This study integrated enterprise commitment, supply chain cooperation, and internal mechanisms into a suitable structure and examined their relationship with performance. The relationship between the three pillars and performance was explored through path analysis, which involved the same concept as group contribution architecture in the six orientations of sustainability. Piercy and Brammer [92] suggested that when an organization has a positive influence on the organization in which it operates, it can exhibit excellent performance. However, understanding the interaction through such simplified models alone is challenging.
The motivation for SD in enterprises is the understanding that SD is the only alternative, because all beings and phenomena are mutually interdependent. Every person or organization has a general responsibility to all others [11]. Studying how to use management control tools to make companies more transparent and proactive is recommended; these can then be used to integrate capabilities to support the building of dynamic sustainability capabilities [78]. For example, big data analytics can help identify areas to improve in order to reduce operating costs and accurately forecast demand [93]. Adding value through sustainable practice can be beneficial, and using the power of the community, can help the industry obtain higher profits.
In terms of management insights, enterprises should consider SD strategies to engage internal and external stakeholders and achieve optimal conditions for sustainable performance. In terms of human factors on organization, senior executives’ commitment positively influences on sustainable practices at all stages. Operation integration and sustainable practices can improve sustainable performance, but they will not have an impact on business performance. An enterprise can attempt to quantify sustainable performance to attract customers through building relationships or add value to products. Companies that complete this phase can extend sustainability awareness to the entire supply chain and convert their partners’ knowledge into internal sustainably capabilities. Alternating the structure of an enterprise through long-term engagement with supply chain stakeholders ultimately improves business performance. An enterprise which extends these practices to the supply chain will positively influence quantitative operational indicators.
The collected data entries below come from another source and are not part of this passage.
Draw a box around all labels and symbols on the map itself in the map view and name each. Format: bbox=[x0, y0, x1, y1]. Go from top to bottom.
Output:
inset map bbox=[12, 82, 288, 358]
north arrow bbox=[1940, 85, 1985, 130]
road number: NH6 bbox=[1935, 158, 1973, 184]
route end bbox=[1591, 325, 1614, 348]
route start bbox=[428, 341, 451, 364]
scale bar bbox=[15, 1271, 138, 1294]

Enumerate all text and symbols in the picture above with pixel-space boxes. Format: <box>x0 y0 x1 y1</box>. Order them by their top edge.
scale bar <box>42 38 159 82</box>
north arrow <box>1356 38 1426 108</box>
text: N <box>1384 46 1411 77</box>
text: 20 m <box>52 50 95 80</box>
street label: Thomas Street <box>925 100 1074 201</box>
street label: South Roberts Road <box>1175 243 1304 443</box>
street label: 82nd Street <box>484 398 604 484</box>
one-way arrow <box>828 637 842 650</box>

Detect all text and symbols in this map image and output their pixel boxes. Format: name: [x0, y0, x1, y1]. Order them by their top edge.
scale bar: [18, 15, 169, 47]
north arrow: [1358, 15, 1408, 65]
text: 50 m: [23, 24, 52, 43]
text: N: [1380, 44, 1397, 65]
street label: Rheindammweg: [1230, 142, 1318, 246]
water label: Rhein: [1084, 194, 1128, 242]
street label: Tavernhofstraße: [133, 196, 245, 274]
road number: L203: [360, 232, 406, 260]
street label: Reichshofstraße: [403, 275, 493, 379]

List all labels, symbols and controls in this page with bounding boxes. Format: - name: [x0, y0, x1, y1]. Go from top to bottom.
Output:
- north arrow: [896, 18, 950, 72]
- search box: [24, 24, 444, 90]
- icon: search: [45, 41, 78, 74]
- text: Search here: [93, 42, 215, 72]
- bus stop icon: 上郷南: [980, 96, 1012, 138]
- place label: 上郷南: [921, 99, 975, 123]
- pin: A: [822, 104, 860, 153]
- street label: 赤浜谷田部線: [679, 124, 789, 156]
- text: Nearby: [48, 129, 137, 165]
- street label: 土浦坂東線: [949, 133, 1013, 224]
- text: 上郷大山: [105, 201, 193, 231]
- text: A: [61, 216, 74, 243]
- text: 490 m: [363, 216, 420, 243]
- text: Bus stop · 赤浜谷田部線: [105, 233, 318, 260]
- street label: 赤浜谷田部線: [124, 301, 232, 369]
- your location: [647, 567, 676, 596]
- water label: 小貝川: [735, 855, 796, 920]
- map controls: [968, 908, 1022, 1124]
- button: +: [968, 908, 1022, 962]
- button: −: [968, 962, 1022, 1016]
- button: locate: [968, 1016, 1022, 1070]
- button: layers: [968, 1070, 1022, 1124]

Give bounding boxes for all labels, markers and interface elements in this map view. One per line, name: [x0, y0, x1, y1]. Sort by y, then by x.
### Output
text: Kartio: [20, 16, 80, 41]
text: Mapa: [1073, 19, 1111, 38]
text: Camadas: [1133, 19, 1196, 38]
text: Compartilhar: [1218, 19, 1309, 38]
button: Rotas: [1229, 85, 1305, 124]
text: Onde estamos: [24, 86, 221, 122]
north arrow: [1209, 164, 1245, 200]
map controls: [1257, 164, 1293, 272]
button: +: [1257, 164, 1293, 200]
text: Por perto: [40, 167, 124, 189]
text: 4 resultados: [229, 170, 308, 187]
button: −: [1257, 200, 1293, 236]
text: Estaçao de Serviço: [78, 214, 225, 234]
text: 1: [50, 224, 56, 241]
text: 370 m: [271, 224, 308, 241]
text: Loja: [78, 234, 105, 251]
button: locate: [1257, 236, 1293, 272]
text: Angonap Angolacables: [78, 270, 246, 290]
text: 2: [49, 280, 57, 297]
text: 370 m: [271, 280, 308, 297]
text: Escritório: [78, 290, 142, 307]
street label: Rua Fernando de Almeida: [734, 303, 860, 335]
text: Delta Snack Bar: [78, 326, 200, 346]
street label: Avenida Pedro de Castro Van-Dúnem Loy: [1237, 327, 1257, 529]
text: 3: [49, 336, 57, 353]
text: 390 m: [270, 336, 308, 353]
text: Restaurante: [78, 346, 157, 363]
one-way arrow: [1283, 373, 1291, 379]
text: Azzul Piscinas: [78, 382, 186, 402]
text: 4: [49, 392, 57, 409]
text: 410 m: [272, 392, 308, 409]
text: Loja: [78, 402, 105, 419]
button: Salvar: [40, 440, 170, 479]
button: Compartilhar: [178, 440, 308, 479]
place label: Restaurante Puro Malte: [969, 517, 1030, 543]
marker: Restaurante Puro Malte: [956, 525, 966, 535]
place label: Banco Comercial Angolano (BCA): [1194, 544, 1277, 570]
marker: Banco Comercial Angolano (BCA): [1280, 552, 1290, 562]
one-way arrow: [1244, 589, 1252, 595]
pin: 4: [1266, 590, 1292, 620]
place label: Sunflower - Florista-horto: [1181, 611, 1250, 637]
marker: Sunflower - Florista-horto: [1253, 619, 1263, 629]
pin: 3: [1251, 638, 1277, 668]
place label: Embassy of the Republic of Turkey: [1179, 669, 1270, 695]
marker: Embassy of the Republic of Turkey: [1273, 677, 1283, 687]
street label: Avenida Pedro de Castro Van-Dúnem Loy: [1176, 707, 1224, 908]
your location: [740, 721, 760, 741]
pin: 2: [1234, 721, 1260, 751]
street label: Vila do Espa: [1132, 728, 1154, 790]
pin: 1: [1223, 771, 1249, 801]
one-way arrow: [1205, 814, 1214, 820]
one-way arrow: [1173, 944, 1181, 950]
5.3. Limitation and Future Research

This study explored only the environmental impacts on sustainable performance. Enterprises also encounter broader social responsibility pressures that are not limited to environmental concerns. In the future, the societal dimension, including employee development and on-site care of network levels, should be incorporated into sustainable performance in order to undertake more comprehensive studies on sustainable performance.
The sample in this study was from Taiwan’s manufacturing industry in SME. It is recommended to replicate this methodology for large-scale manufacturing industries, and in supply chains in various countries or regions.
This study revealed, using the adaptation model, that industries with distinct levels of added value have different effects on SSC structures. In the future, it is suggested that enterprises in the same value chain can be rejoined in terms of their midstream and downstream differences as an extension of the industry’s added value. This will provide a comprehensive structure between value-added enterprises and SSCs.

Author Contributions

Conceptualization, J.-D.L. and C.-C.H.; methodology, J.-D.L.; software, Y.-W.H.; validation, J.-D.L., L.J.-H.L. and Y.-W.H.; investigation, C.-C.H.; data curation, J.-D.L.; writing—original draft preparation, Y.-W.H.; writing—review and editing, J.-D.L.; visualization, Y.-W.H.; supervision, L.J.-H.L.; project administration, J.-D.L.; funding acquisition, J.-D.L. All authors have read and agreed to the published version of the manuscript.


This paper was funded by the Ministry of Science and Technology, Taiwan.

Institutional Review Board Statement

Not applicable.

Informed Consent Statement

Not applicable.


This research was supported by the project “A study on the supply chain feature of small and medium-sized enterprise in Taiwan: Perspective of fit”, sponsored by the Ministry of Science and Technology, Taiwan, under grant no. MOST108-2410-H-008-060.

Conflicts of Interest

The authors declare no conflict of interest.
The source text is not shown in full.